Another nice property of curvelets is that they remain coherent waveforms under wave equation in a smooth medium. There is also research going on in related area, such as wave computations, seismic imaging, etc.

Reference:

Curvelet.org

H. Douma, Maarten V. de Hoop, `Leading-order seismic imaging using curvelets', Geophysics (2007) in print.

J.-L. Starck, M.K. Nguyen and F. Murtagh, `Wavelets and Curvelets for Image Deconvolution: a Combined Approach', 2003.

 

 

Sparse Approximation

When solving an underdetermined system of equations, there are infinite many solutions if no criterion is applied. Only by adding some kind of constraint, one could possible narrow down the solution to a unique one. Sparse constraint is found to benefit so many modern applications in signal and image processing. Sparse approximation is the problem of approximating an input signal by a linear combination of atoms of an over-complete dictionary with one kind of sparsity constraint. Sparsity is usually measured by ell-0 norm, the number of non-zero items, which results in NP hard optimization problems. As a result, relaxed forms of minimizations involving ell-1 or ell-p (p<1) norm come into a play. Traditional methods such as interior point methods are accurate but slow. Greedy methods are fast but may fail badly. Facing large scale problems, researchers are looking for new algorithms which are efficient and also accurate. On the other hand, we would also like to know under what conditions, the solution is unique. Both theoretical and numerical aspects are under investigation.

Reference:

Afred M. Bruckstein, David L. Donoho and Michael Elad, `From Sparse Solutions of Systems of Equations to Sparse Modeling of Signals and Images', SIAM Review, 2009.

 

 

Other

Image Quality Assessment (IQA) is the method of quantifying the quality of natural images. In most cases, images are distorted by one or several filters. IQA has applications in data management, comparison among digital camera lens, evaluation of image processing algorithms such as denoising, deblurring algorithms, etc. Since noise, blur affect the edges more than smooth parts in an image, we expect to design new algorithms based on curvelet transforms.

Reference:

Ji Shen, Qin Li, Gordon Erlebacher, `Curvelet based No-Reference Objective Image Quality Assessment', PCS, Chicago, 2009

 

 

Currently, I am doing research on using curvelet as a sub-dictionary for separating 2D and 3D data into parts carrying different kinds of information. The algorithms I try to apply on are from the family of shrinkage algorithms. The problems are how efficient and stable the algorithms are, what the criterions are for good separation and under what condition, we can perfectly separate the information as we desire.
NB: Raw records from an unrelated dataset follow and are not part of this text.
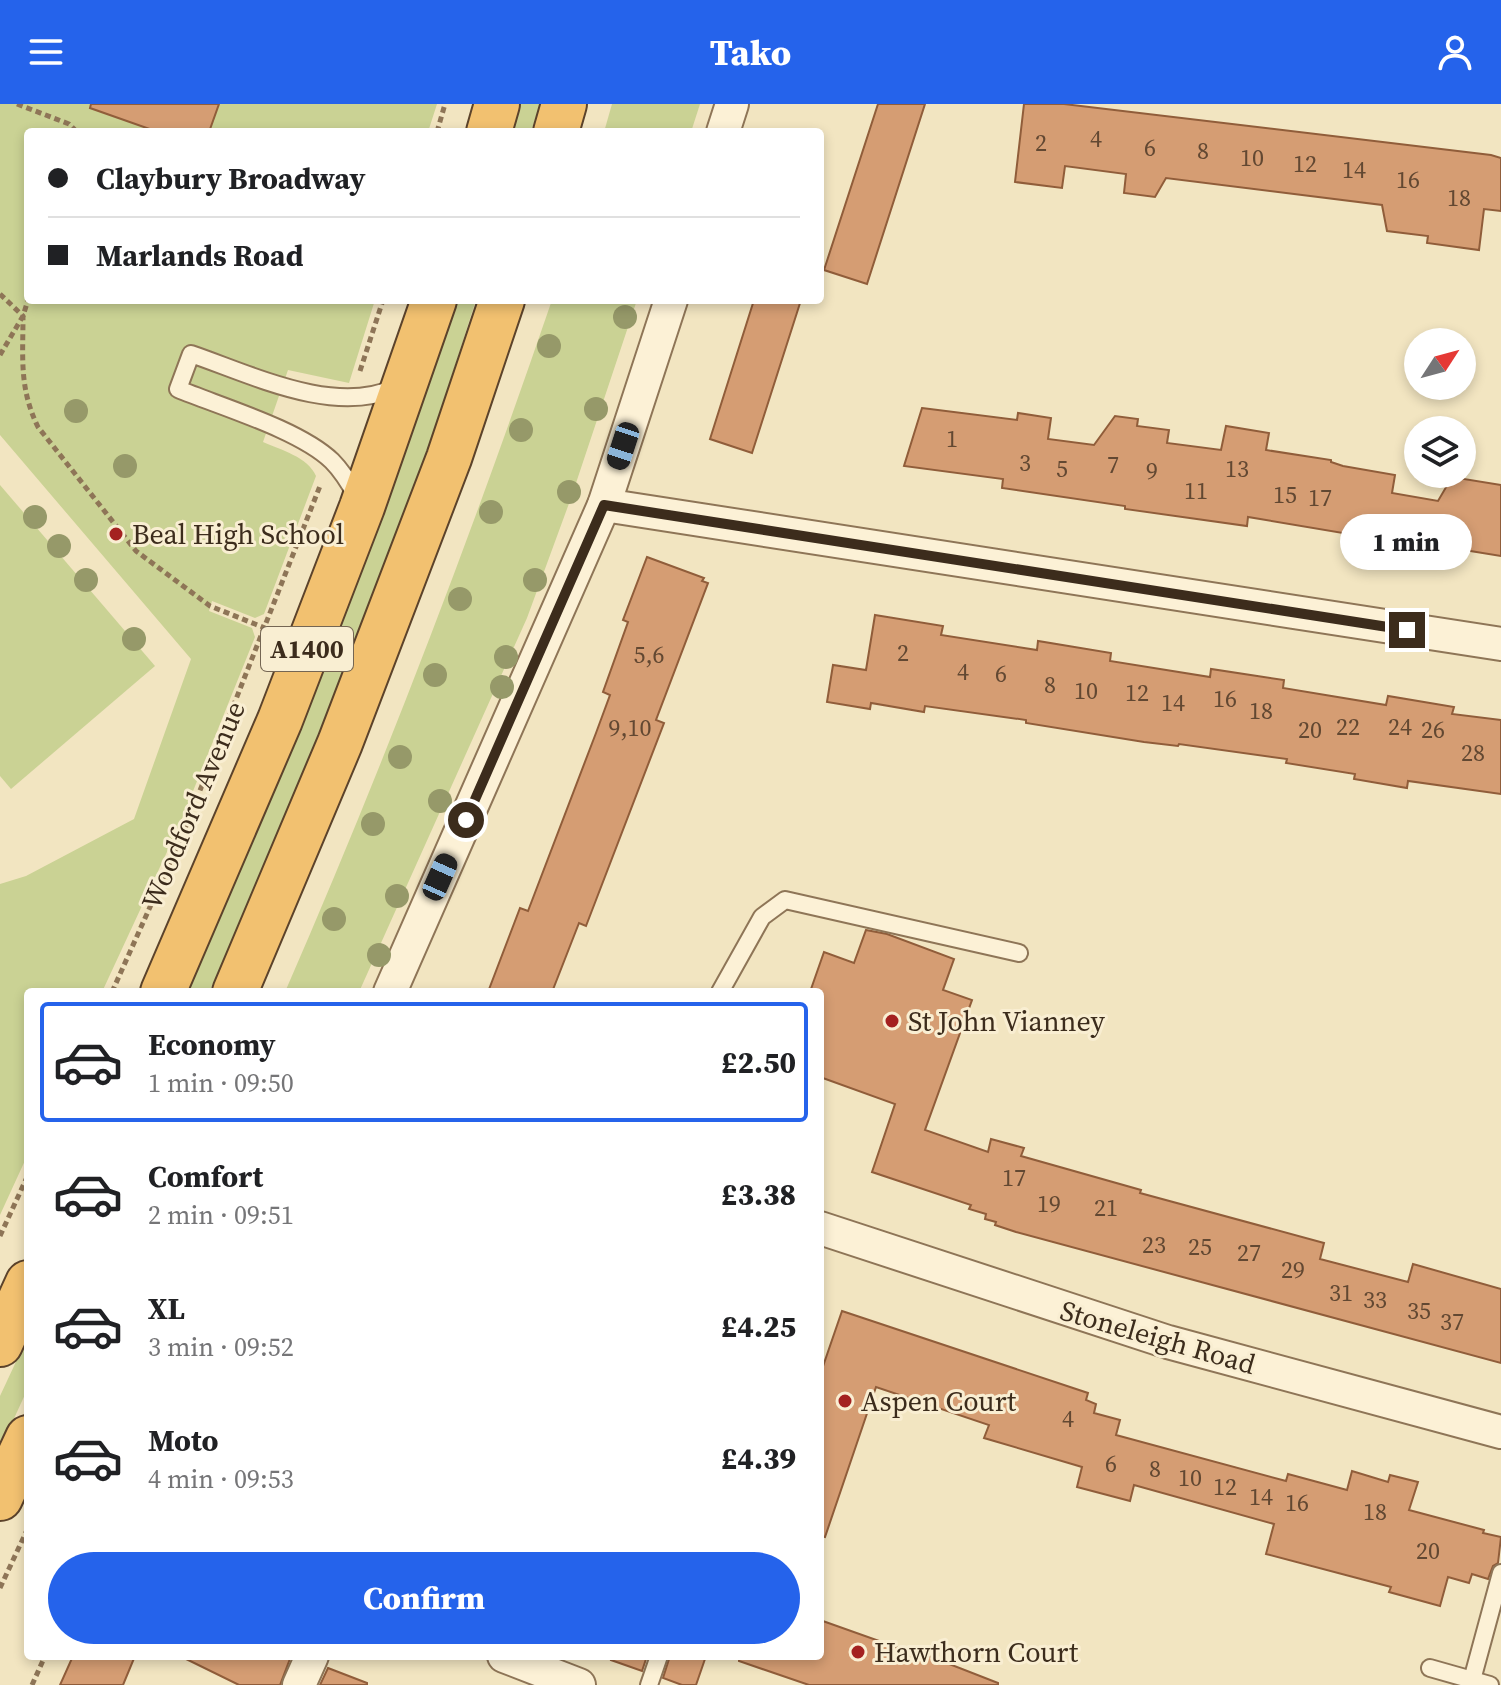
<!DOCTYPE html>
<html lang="en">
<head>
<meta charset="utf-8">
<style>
	body { margin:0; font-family:"Source Serif 4",serif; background:#f2f2f2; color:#202124; height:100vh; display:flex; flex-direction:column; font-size:30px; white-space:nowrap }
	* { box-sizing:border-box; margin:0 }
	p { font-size:26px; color:#757577 }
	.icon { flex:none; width:44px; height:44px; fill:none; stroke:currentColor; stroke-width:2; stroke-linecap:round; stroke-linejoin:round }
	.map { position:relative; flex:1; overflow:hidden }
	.side { position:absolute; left:24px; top:884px; width:800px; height:672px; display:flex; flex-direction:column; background:#fff; border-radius:8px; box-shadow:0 4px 12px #0003 }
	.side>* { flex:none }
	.banner { position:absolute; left:24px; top:24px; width:800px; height:176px; border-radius:8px; box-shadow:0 4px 12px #0003; display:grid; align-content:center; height:176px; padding:0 24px; background:#fff }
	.needle { width:52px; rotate:54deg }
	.fabs { position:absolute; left:1404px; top:224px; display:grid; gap:16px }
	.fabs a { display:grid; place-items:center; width:72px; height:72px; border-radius:50%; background:#fff; box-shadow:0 4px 12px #0003; font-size:40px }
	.end { position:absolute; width:36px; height:36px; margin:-18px; border:10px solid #3c2c1c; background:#fff; box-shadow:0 0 0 4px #fff }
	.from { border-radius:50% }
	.bubble { position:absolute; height:56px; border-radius:28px; background:#fff; box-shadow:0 4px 12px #0003; font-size:26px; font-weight:800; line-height:56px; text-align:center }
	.car { position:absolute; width:24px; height:48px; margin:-24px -12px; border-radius:10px; box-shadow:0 0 6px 2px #0007; background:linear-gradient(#222 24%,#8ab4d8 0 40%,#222 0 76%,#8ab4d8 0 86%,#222 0) }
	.banner b { display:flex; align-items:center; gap:28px; height:76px; font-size:30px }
	.banner b+b { border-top:2px solid #e0e0e0 }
	.banner i { width:20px; height:20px; background:#202124 }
	ul { padding:14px 0 0; list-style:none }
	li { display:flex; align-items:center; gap:24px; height:120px; margin:0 16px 12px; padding:0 8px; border:4px solid transparent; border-radius:8px }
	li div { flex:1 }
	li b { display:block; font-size:30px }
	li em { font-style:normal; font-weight:800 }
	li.current { border-color:#2563eb }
	li>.icon { width:72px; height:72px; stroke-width:1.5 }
	.primary-button { display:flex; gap:16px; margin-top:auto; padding:16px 24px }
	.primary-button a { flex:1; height:92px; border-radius:48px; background:#2563eb; color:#fff; font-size:32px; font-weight:800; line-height:92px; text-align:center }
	header { display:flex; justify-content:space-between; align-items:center; height:104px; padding:0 24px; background:#2563eb; color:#fff; font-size:36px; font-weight:800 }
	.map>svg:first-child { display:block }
</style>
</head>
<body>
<header><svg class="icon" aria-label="menu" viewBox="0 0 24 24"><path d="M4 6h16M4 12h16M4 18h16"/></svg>Tako<svg class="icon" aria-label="person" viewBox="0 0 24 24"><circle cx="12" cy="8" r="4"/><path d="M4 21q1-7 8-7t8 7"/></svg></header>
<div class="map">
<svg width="1501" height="1581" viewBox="0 0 1501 1581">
	<rect width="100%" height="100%" fill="#f2e5c1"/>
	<g fill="#cad294">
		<path d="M 0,0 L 437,0 L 428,28 L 28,28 L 28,196 L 375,196 L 349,279 L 288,266 L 263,338 C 281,346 308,353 316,372 L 264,510 L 255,514 L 212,497 L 209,507 L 252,524 L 255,533 L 179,722 L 102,888 L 28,888 L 28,1050 L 0,1111 L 0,780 L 26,772 L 134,715 L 191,555 L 0,331 Z"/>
		<polygon points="519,0 540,0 531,28 511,28"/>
		<polygon points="612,0 700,0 691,28 604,28"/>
		<polygon points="458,196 476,196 412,396 263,769 209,888 188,888 306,607 388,395"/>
		<path d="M 552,196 L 637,196 L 571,394 L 527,514 L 359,888 L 285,888 C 384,661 472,430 552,196 Z"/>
		<polygon points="0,381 155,562 11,685 0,672"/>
		<polygon points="28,1232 28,1284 0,1345 0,1292"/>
	</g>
	<g fill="#d59d73" stroke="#905d3a" stroke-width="2">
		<polygon points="91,0 219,0 209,28 158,28 90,4"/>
		<polygon points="878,0 925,0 867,180 824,166"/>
		<polygon points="1024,0 1064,0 1491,51 1501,54 1501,107 1484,105 1479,146 1427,139 1428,132 1387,127 1382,101 1166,74 1155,93 1124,89 1126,70 1065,62 1062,84 1015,78"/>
		<polygon points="754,196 801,196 752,349 710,335"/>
		<polygon points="922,304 1017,316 1018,309 1051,314 1048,335 1094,341 1115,312 1138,315 1137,322 1169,326 1167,339 1221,346 1226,322 1269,329 1266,346 1331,356 1331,358 1343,362 1395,371 1392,389 1438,397 1452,373 1501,381 1501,452 1421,439 1420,449 1347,437 1349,430 1248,413 1247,422 1125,405 1125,402 1002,384 1003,375 904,362"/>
		<polygon points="647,453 704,474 702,477 708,479 656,616 664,619 586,822 579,819 552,888 488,888 520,804 528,807 596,629 610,591 603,588 628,518 623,516"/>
		<polygon points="875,511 943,522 941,531 1037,546 1038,537 1111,549 1110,557 1210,573 1211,565 1284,576 1283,584 1386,601 1388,592 1454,603 1452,610 1501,616 1501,690 1408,677 1407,684 1354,675 1355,670 1286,659 1287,655 1179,640 1178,642 1144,638 1026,619 1026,616 925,602 924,608 871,599 870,605 827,598 833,561 866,566"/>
		<polygon points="866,826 887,830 954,855 943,886 972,896 925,1026 988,1048 991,1035 1024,1044 1021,1052 1141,1086 1140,1089 1324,1139 1320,1155 1408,1178 1413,1160 1501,1185 1501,1259 1016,1128 995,1121 996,1118 985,1115 986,1110 969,1105 971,1101 872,1068 895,1000 820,973 820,888 810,888 824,848 854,859"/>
		<polygon points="842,1207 1088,1289 1086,1296 1096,1300 1094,1309 1120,1316 1116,1331 1286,1377 1288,1370 1347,1386 1352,1367 1388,1378 1390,1371 1418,1378 1409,1406 1484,1426 1483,1429 1501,1433 1498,1459 1493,1462 1488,1475 1472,1470 1469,1479 1448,1473 1440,1502 1389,1488 1391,1483 1266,1450 1274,1420 1134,1381 1130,1397 1077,1383 1082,1363 984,1334 989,1321 876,1283 825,1433 820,1432 820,1271"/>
		<polygon points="820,1516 910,1548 911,1545 998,1579 998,1581 809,1581 739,1557 739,1552 820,1552"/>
		<polygon points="73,1552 135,1552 123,1581 60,1581"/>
		<polygon points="180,1552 291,1552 280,1581 239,1581"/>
		<polygon points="612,1552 647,1552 642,1567 611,1556"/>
		<polygon points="670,1552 706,1552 696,1581 682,1581 663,1574"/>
		<polygon points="328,1564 367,1579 367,1581 320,1581"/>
	</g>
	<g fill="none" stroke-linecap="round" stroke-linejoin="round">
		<defs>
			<g id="service">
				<path d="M 357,393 C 350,380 343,368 332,357 C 300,326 222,303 178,285 L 191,250 C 250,270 334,312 394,284"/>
				<polyline points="720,888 762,813 785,796 1019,849"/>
				<polyline points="1430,1564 1490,1581"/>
				<polyline points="1472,1576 1501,1469"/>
				<polyline points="649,1581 659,1552"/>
			</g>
			<g id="minor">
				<polyline points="723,28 732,0"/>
				<polyline points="604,401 1501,540"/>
				<polyline points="390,888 604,401 671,196"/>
				<polyline points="820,1124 1168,1238 1501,1328"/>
				<polyline points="504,1552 579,1581"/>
				<polyline points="299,1581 312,1552"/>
			</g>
			<g id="trunk">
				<polyline points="489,28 497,0"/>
				<polyline points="556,28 564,0"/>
				<polyline points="163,888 280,616 362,403 434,196"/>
				<polyline points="235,888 340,639 449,354 502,196"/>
				<polyline points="0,1240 28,1179"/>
				<polyline points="0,1394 28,1334"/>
			</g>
		</defs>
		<use href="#service" stroke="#8e7557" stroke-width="20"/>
		<use href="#minor" stroke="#8e7557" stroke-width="36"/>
		<use href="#trunk" stroke="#5c432b" stroke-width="48"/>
		<g stroke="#8e7557" stroke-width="5" stroke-dasharray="6 4" stroke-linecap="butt">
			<polyline points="17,0 69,20 77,28"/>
			<polyline points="437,28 445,0"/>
			<path d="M 0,190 L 23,212 C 23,254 19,284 38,323 L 136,447 L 210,502 L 265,524"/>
			<polyline points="0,251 23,212 28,196"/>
			<polyline points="360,267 383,196"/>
			<polyline points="112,888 184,727 320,382"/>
			<polyline points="0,1132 28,1071"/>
			<polyline points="0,1484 28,1424"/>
			<polyline points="32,1581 45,1552"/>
		</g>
		<use href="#service" stroke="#fcf1d6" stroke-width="16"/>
		<use href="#minor" stroke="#fcf1d6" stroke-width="32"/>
		<use href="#trunk" stroke="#f2c170" stroke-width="44"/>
	</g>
	<g fill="#969969">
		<circle cx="625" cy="213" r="12"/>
		<circle cx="549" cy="242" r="12"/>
		<circle cx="596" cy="305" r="12"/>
		<circle cx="76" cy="307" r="12"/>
		<circle cx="521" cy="326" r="12"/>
		<circle cx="125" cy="362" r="12"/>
		<circle cx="569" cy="388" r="12"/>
		<circle cx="491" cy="408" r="12"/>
		<circle cx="35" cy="413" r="12"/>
		<circle cx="59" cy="442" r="12"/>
		<circle cx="86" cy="476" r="12"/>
		<circle cx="535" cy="476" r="12"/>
		<circle cx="460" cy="495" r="12"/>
		<circle cx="134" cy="535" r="12"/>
		<circle cx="506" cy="553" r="12"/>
		<circle cx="435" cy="571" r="12"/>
		<circle cx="502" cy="583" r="12"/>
		<circle cx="400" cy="653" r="12"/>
		<circle cx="440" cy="697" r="12"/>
		<circle cx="373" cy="720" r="12"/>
		<circle cx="397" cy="792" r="12"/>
		<circle cx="334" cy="815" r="12"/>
		<circle cx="379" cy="851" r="12"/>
	</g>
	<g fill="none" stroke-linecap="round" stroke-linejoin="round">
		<polyline stroke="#3c2c1c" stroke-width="10" points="466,716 604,401 1407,526"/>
	</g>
	<g fill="#a42120" stroke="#f9eed2" stroke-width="3">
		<circle cx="116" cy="430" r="8"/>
		<circle cx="892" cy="917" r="8"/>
		<circle cx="845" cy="1297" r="8"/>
		<circle cx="858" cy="1548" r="8"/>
	</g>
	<g text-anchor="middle" stroke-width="6" stroke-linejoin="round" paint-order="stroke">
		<g font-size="24" fill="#624832">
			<text x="1096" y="43">4</text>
			<text x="1041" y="47">2</text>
			<text x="1150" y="52">6</text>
			<text x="1203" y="55">8</text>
			<text x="1252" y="62">10</text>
			<text x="1305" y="68">12</text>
			<text x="1354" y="74">14</text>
			<text x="1408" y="84">16</text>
			<text x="1459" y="102">18</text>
			<text x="952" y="343">1</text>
			<text x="1025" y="367">3</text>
			<text x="1113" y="369">7</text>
			<text x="1062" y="373">5</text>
			<text x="1237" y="373">13</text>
			<text x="1152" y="375">9</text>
			<text x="1196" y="395">11</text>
			<text x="1285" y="399">15</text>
			<text x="1320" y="402">17</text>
			<text x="903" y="557">2</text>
			<text x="649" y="559">5,6</text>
			<text x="963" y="576">4</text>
			<text x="1001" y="578">6</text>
			<text x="1050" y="589">8</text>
			<text x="1086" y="595">10</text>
			<text x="1137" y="597">12</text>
			<text x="1225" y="603">16</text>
			<text x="1173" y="607">14</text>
			<text x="1261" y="615">18</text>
			<text x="1348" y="631">22</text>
			<text x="1400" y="631">24</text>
			<text x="630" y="632">9,10</text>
			<text x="1310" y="634">20</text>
			<text x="1433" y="634">26</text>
			<text x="1473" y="657">28</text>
			<text x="1014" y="1082">17</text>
			<text x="1049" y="1108">19</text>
			<text x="1106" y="1112">21</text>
			<text x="1154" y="1149">23</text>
			<text x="1200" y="1151">25</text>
			<text x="1249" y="1157">27</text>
			<text x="1293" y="1174">29</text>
			<text x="1341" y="1197">31</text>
			<text x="1375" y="1204">33</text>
			<text x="1419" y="1215">35</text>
			<text x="1452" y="1226">37</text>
			<text x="1068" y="1323">4</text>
			<text x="1111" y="1368">6</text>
			<text x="1155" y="1373">8</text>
			<text x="1190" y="1382">10</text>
			<text x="1225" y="1391">12</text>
			<text x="1261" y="1401">14</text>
			<text x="1297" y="1407">16</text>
			<text x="1375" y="1416">18</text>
			<text x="1428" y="1455">20</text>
		</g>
		<rect fill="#f9eed2" stroke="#756653" stroke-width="2" x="261" y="523" width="92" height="44" rx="6"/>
		<g font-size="26" font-weight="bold" fill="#3c2c1c">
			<text x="307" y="554">A1400</text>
		</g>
		<g font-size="28" fill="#3c2c1c" stroke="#f9eed2" text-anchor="start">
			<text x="132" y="440">Beal High School</text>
			<text x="908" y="927">St John Vianney</text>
			<text x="861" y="1307">Aspen Court</text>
			<text x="874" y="1558">Hawthorn Court</text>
		</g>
		<g font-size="28" fill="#3c2c1c" stroke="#f9eed2">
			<text transform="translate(193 701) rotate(-67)" y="10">Woodford Avenue</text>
			<text transform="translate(1158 1233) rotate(16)" y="10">Stoneleigh Road</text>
		</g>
	</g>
</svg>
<div class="fabs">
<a><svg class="needle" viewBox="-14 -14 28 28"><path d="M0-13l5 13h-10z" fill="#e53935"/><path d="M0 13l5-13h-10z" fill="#757577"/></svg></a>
<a><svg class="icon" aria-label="layers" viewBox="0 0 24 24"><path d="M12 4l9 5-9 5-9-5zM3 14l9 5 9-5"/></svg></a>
</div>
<i class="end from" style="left:466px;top:716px"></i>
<i class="end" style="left:1407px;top:526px"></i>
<div class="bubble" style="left:1340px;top:410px;width:132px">1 min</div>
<i class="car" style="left:623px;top:342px;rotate:198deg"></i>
<i class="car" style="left:440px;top:773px;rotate:24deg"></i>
<div class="banner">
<b><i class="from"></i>Claybury Broadway</b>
<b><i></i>Marlands Road</b>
</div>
<section class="side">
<ul>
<li class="current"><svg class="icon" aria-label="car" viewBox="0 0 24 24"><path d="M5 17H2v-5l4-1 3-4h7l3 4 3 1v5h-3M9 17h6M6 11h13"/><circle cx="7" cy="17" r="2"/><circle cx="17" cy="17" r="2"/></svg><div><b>Economy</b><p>1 min · 09:50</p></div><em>£2.50</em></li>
<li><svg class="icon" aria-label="car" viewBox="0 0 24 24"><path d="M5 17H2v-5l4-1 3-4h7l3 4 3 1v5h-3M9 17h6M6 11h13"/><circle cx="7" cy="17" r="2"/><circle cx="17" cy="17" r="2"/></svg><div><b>Comfort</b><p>2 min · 09:51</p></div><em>£3.38</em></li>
<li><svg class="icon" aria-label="car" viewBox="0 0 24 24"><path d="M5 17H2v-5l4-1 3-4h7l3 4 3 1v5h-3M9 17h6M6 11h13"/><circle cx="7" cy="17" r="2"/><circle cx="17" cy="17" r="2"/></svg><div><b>XL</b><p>3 min · 09:52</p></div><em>£4.25</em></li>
<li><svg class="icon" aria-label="car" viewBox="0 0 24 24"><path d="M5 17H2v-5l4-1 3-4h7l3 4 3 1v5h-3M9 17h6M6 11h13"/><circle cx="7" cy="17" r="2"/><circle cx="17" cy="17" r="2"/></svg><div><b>Moto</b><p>4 min · 09:53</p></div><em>£4.39</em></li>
</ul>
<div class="primary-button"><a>Confirm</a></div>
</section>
</div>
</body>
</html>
Furthermore, I am interested in IRLS-based algorithm for sparse approximation. There are variations on the traditional IRLS algorithm in order to suit for sparse approximation problems. However, in spite of the fact that the methods were shown to be accurate in several applications numerically, not many theoretical results have been established for this kind of methods. Inspired by a recent paper on the IRLS for sparse recovery, I try to prove the convergence of an IRLS method for error-constrained sparse approximation.

The other paper our group is working on is the curvlet-based no reference method for IQA. The log-pdf of curvelet coefficients for fine scales forms Generalized Gaussian Distribution for natural images. This statistic fact leads to our IQA method based on curvelet.